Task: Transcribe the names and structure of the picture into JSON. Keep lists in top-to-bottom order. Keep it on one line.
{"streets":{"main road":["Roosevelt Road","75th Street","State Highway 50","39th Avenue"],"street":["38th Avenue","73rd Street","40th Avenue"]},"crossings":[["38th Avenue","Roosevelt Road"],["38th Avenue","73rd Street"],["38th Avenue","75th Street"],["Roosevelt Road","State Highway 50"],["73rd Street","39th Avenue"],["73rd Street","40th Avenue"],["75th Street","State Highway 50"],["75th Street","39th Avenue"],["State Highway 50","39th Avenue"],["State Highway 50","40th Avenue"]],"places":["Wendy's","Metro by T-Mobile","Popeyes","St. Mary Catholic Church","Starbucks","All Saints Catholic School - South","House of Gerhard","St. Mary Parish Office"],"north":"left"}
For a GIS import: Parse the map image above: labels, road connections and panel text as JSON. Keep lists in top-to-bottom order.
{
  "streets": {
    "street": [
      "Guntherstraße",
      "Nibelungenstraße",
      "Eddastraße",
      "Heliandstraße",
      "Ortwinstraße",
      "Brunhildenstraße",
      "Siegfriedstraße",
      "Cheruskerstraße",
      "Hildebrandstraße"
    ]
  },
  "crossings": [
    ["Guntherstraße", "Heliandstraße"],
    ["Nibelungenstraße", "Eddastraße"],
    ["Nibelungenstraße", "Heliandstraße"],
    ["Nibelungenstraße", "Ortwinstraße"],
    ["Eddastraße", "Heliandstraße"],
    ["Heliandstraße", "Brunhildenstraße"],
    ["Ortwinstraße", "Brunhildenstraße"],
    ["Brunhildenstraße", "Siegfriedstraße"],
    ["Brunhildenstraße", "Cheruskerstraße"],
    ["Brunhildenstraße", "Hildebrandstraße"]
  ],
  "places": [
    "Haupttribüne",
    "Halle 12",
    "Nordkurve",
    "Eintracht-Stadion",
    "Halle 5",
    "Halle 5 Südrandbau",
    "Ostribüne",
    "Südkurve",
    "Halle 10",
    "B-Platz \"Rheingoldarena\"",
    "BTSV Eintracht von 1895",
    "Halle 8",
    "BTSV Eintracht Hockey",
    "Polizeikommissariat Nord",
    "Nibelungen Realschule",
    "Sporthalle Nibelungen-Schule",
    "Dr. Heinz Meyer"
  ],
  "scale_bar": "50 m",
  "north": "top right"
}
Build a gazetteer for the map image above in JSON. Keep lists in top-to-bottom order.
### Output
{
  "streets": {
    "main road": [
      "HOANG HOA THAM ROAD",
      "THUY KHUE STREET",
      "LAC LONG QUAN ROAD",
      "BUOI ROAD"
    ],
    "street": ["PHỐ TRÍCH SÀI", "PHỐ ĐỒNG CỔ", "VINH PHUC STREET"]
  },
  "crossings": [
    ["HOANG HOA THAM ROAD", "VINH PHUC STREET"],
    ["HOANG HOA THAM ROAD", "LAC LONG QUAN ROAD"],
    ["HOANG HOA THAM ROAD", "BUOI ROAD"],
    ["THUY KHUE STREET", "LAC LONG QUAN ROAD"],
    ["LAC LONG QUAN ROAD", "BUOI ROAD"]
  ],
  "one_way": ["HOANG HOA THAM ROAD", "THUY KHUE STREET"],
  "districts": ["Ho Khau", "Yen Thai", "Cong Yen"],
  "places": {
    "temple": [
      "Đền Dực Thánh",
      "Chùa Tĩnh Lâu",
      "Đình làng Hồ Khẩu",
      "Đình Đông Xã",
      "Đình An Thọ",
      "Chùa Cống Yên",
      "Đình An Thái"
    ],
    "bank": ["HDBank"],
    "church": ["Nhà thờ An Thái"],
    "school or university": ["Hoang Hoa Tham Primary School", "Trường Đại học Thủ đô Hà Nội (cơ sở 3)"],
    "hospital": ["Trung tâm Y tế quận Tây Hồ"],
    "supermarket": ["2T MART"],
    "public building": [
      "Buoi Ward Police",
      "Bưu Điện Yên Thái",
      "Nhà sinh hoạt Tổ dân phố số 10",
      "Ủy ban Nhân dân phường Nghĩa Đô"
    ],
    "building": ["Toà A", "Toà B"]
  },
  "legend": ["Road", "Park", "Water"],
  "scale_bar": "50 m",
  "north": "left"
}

TASK OBJECTIVE:
The listing above has to be written out again in full, exactly as shown.

WRITTEN SOLUTION:
Task: Transcribe the names and structure of the picture into JSON. Keep lists in top-to-bottom order. Keep it on one line.
{"streets":{"main road":["Roosevelt Road","75th Street","State Highway 50","39th Avenue"],"street":["38th Avenue","73rd Street","40th Avenue"]},"crossings":[["38th Avenue","Roosevelt Road"],["38th Avenue","73rd Street"],["38th Avenue","75th Street"],["Roosevelt Road","State Highway 50"],["73rd Street","39th Avenue"],["73rd Street","40th Avenue"],["75th Street","State Highway 50"],["75th Street","39th Avenue"],["State Highway 50","39th Avenue"],["State Highway 50","40th Avenue"]],"places":["Wendy's","Metro by T-Mobile","Popeyes","St. Mary Catholic Church","Starbucks","All Saints Catholic School - South","House of Gerhard","St. Mary Parish Office"],"north":"left"}
For a GIS import: Parse the map image above: labels, road connections and panel text as JSON. Keep lists in top-to-bottom order.
{
  "streets": {
    "street": [
      "Guntherstraße",
      "Nibelungenstraße",
      "Eddastraße",
      "Heliandstraße",
      "Ortwinstraße",
      "Brunhildenstraße",
      "Siegfriedstraße",
      "Cheruskerstraße",
      "Hildebrandstraße"
    ]
  },
  "crossings": [
    ["Guntherstraße", "Heliandstraße"],
    ["Nibelungenstraße", "Eddastraße"],
    ["Nibelungenstraße", "Heliandstraße"],
    ["Nibelungenstraße", "Ortwinstraße"],
    ["Eddastraße", "Heliandstraße"],
    ["Heliandstraße", "Brunhildenstraße"],
    ["Ortwinstraße", "Brunhildenstraße"],
    ["Brunhildenstraße", "Siegfriedstraße"],
    ["Brunhildenstraße", "Cheruskerstraße"],
    ["Brunhildenstraße", "Hildebrandstraße"]
  ],
  "places": [
    "Haupttribüne",
    "Halle 12",
    "Nordkurve",
    "Eintracht-Stadion",
    "Halle 5",
    "Halle 5 Südrandbau",
    "Ostribüne",
    "Südkurve",
    "Halle 10",
    "B-Platz \"Rheingoldarena\"",
    "BTSV Eintracht von 1895",
    "Halle 8",
    "BTSV Eintracht Hockey",
    "Polizeikommissariat Nord",
    "Nibelungen Realschule",
    "Sporthalle Nibelungen-Schule",
    "Dr. Heinz Meyer"
  ],
  "scale_bar": "50 m",
  "north": "top right"
}
Build a gazetteer for the map image above in JSON. Keep lists in top-to-bottom order.
### Output
{
  "streets": {
    "main road": [
      "HOANG HOA THAM ROAD",
      "THUY KHUE STREET",
      "LAC LONG QUAN ROAD",
      "BUOI ROAD"
    ],
    "street": ["PHỐ TRÍCH SÀI", "PHỐ ĐỒNG CỔ", "VINH PHUC STREET"]
  },
  "crossings": [
    ["HOANG HOA THAM ROAD", "VINH PHUC STREET"],
    ["HOANG HOA THAM ROAD", "LAC LONG QUAN ROAD"],
    ["HOANG HOA THAM ROAD", "BUOI ROAD"],
    ["THUY KHUE STREET", "LAC LONG QUAN ROAD"],
    ["LAC LONG QUAN ROAD", "BUOI ROAD"]
  ],
  "one_way": ["HOANG HOA THAM ROAD", "THUY KHUE STREET"],
  "districts": ["Ho Khau", "Yen Thai", "Cong Yen"],
  "places": {
    "temple": [
      "Đền Dực Thánh",
      "Chùa Tĩnh Lâu",
      "Đình làng Hồ Khẩu",
      "Đình Đông Xã",
      "Đình An Thọ",
      "Chùa Cống Yên",
      "Đình An Thái"
    ],
    "bank": ["HDBank"],
    "church": ["Nhà thờ An Thái"],
    "school or university": ["Hoang Hoa Tham Primary School", "Trường Đại học Thủ đô Hà Nội (cơ sở 3)"],
    "hospital": ["Trung tâm Y tế quận Tây Hồ"],
    "supermarket": ["2T MART"],
    "public building": [
      "Buoi Ward Police",
      "Bưu Điện Yên Thái",
      "Nhà sinh hoạt Tổ dân phố số 10",
      "Ủy ban Nhân dân phường Nghĩa Đô"
    ],
    "building": ["Toà A", "Toà B"]
  },
  "legend": ["Road", "Park", "Water"],
  "scale_bar": "50 m",
  "north": "left"
}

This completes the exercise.